How to complete this task:
Return the data below exactly, stopping after the line with "function fill(path, color)".

Stored items from a collection:

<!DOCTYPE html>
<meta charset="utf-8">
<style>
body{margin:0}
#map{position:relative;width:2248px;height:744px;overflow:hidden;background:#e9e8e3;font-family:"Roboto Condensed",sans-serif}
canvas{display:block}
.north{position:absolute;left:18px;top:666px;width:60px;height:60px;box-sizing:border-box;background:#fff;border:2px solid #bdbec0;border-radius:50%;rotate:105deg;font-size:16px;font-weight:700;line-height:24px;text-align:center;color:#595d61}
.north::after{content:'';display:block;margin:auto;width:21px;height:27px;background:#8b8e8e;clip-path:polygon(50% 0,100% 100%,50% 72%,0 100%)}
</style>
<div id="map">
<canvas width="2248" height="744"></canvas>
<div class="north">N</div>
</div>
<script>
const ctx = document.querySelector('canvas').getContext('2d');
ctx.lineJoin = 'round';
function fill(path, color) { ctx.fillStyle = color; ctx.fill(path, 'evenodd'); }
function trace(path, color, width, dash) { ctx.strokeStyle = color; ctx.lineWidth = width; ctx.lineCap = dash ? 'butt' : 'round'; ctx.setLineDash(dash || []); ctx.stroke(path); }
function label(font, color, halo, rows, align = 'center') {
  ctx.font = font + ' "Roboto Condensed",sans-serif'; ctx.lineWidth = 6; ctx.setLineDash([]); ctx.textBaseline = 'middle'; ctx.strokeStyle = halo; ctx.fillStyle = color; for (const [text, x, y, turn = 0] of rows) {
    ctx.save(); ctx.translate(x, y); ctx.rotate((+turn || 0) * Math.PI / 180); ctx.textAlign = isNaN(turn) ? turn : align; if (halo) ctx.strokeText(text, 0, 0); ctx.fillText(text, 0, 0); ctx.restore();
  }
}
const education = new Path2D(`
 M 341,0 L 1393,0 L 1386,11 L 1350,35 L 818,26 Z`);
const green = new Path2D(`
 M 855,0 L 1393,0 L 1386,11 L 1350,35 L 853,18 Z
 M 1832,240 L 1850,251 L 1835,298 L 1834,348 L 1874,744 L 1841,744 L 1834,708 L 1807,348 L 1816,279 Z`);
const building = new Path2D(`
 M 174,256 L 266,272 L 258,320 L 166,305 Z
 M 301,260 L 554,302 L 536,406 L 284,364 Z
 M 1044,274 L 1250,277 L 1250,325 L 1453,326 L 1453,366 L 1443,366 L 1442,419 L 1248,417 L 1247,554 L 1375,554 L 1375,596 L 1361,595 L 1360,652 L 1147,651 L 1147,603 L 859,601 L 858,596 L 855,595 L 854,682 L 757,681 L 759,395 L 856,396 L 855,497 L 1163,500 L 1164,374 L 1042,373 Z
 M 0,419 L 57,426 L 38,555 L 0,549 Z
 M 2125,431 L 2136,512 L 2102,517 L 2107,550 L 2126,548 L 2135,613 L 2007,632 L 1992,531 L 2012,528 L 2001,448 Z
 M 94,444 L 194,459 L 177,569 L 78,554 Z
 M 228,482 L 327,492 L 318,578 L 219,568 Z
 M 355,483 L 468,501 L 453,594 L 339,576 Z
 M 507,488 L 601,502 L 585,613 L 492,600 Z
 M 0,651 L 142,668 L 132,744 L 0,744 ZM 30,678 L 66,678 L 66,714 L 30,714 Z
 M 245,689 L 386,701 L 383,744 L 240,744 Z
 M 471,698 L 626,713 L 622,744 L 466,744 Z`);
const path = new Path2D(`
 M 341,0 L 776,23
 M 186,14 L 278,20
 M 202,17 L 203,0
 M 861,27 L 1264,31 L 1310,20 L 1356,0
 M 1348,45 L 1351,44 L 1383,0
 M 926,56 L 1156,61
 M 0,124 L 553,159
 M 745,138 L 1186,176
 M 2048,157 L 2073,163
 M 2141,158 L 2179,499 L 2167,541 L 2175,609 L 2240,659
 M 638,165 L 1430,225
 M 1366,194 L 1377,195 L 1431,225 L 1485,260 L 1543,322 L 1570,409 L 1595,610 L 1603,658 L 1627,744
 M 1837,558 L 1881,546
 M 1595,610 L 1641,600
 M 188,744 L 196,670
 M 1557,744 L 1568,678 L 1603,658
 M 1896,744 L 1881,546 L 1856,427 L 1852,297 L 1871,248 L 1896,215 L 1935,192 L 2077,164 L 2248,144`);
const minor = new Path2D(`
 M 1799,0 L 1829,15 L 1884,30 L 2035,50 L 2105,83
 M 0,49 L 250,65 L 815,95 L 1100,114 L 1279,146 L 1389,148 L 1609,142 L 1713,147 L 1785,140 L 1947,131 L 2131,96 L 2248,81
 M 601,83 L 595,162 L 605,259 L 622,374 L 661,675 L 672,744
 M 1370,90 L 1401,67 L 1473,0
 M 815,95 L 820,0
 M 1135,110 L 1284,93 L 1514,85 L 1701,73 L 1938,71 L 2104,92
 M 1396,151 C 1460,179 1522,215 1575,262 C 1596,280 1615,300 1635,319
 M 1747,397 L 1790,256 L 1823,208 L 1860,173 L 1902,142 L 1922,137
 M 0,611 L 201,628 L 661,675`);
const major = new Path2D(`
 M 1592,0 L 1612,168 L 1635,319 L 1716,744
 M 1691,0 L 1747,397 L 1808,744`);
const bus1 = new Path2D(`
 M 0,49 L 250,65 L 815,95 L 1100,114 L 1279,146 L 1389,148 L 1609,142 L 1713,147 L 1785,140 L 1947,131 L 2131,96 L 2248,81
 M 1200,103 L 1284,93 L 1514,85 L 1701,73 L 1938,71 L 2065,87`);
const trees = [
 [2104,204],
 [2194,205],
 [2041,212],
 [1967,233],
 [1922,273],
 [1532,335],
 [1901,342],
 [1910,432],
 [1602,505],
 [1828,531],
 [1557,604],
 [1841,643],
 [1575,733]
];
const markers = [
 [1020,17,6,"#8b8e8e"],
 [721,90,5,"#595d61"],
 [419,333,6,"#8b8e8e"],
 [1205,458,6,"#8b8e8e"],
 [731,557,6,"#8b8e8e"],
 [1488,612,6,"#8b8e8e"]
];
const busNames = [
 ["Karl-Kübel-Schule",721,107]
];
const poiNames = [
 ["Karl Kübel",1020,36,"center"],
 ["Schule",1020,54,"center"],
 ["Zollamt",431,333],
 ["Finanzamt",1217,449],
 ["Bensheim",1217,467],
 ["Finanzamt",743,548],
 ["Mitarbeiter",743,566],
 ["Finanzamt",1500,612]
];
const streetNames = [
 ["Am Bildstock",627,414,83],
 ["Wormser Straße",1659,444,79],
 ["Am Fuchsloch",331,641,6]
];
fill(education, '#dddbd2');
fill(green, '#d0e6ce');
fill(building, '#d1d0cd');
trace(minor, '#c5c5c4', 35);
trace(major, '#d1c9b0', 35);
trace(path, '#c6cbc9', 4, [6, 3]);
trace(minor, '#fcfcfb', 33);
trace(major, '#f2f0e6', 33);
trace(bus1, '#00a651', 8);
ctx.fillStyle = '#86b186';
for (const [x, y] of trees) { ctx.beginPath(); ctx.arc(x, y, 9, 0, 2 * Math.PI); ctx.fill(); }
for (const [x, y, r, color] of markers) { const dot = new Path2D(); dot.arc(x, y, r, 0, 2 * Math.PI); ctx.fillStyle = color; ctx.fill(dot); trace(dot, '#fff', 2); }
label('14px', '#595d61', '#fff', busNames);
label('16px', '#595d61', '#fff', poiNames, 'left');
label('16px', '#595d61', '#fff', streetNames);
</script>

Answer section:
<!DOCTYPE html>
<meta charset="utf-8">
<style>
body{margin:0}
#map{position:relative;width:2248px;height:744px;overflow:hidden;background:#e9e8e3;font-family:"Roboto Condensed",sans-serif}
canvas{display:block}
.north{position:absolute;left:18px;top:666px;width:60px;height:60px;box-sizing:border-box;background:#fff;border:2px solid #bdbec0;border-radius:50%;rotate:105deg;font-size:16px;font-weight:700;line-height:24px;text-align:center;color:#595d61}
.north::after{content:'';display:block;margin:auto;width:21px;height:27px;background:#8b8e8e;clip-path:polygon(50% 0,100% 100%,50% 72%,0 100%)}
</style>
<div id="map">
<canvas width="2248" height="744"></canvas>
<div class="north">N</div>
</div>
<script>
const ctx = document.querySelector('canvas').getContext('2d');
ctx.lineJoin = 'round';
function fill(path, color) { ctx.fillStyle = color; ctx.fill(path, 'evenodd'); }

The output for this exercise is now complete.